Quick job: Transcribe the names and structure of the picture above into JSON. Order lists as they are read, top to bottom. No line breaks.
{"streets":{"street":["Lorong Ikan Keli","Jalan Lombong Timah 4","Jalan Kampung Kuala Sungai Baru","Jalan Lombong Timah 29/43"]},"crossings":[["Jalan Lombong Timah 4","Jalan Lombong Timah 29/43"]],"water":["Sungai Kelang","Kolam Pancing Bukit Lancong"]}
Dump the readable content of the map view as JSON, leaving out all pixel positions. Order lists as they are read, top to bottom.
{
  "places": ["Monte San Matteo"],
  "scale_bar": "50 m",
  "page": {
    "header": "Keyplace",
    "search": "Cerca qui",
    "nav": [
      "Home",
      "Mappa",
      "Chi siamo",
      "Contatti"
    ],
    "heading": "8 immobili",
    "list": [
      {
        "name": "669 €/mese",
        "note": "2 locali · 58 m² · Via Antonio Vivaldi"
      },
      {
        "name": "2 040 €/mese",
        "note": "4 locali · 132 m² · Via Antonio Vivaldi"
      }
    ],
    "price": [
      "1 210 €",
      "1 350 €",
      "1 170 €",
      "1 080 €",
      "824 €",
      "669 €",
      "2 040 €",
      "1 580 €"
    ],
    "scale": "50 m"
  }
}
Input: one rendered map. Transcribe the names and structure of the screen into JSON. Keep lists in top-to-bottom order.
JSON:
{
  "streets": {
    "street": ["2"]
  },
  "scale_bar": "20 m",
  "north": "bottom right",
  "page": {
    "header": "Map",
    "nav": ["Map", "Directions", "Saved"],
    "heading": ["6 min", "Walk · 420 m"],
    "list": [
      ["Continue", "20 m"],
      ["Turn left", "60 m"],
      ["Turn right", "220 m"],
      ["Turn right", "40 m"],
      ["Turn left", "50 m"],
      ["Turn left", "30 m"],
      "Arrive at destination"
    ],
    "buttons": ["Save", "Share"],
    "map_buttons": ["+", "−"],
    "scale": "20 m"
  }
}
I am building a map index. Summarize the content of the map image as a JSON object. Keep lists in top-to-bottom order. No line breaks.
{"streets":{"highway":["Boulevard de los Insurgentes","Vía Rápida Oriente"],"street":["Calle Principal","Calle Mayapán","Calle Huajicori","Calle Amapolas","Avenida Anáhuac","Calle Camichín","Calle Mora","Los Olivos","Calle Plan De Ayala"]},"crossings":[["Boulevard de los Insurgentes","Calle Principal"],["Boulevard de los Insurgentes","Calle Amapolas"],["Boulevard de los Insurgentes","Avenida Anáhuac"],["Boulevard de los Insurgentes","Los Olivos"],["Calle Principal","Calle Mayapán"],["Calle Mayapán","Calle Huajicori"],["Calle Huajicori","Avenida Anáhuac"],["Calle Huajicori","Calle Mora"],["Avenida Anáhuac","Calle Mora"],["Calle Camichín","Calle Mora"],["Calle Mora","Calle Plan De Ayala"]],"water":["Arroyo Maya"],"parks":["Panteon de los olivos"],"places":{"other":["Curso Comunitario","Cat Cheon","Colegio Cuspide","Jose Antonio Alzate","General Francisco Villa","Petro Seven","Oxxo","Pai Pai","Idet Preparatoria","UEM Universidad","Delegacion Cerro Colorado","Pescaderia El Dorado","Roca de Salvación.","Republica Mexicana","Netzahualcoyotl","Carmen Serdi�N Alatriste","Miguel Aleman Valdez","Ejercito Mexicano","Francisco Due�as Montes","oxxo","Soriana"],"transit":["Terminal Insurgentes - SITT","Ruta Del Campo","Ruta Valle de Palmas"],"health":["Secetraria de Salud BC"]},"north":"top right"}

**YOUR ASSIGNMENT:** Your reply should hold only the lines from the first line of the records through the one with "Input: one rendered", reproduced word for word.

**RESPONSE BELOW:**
Quick job: Transcribe the names and structure of the picture above into JSON. Order lists as they are read, top to bottom. No line breaks.
{"streets":{"street":["Lorong Ikan Keli","Jalan Lombong Timah 4","Jalan Kampung Kuala Sungai Baru","Jalan Lombong Timah 29/43"]},"crossings":[["Jalan Lombong Timah 4","Jalan Lombong Timah 29/43"]],"water":["Sungai Kelang","Kolam Pancing Bukit Lancong"]}
Dump the readable content of the map view as JSON, leaving out all pixel positions. Order lists as they are read, top to bottom.
{
  "places": ["Monte San Matteo"],
  "scale_bar": "50 m",
  "page": {
    "header": "Keyplace",
    "search": "Cerca qui",
    "nav": [
      "Home",
      "Mappa",
      "Chi siamo",
      "Contatti"
    ],
    "heading": "8 immobili",
    "list": [
      {
        "name": "669 €/mese",
        "note": "2 locali · 58 m² · Via Antonio Vivaldi"
      },
      {
        "name": "2 040 €/mese",
        "note": "4 locali · 132 m² · Via Antonio Vivaldi"
      }
    ],
    "price": [
      "1 210 €",
      "1 350 €",
      "1 170 €",
      "1 080 €",
      "824 €",
      "669 €",
      "2 040 €",
      "1 580 €"
    ],
    "scale": "50 m"
  }
}
Input: one rendered map. Transcribe the names and structure of the screen into JSON. Keep lists in top-to-bottom order.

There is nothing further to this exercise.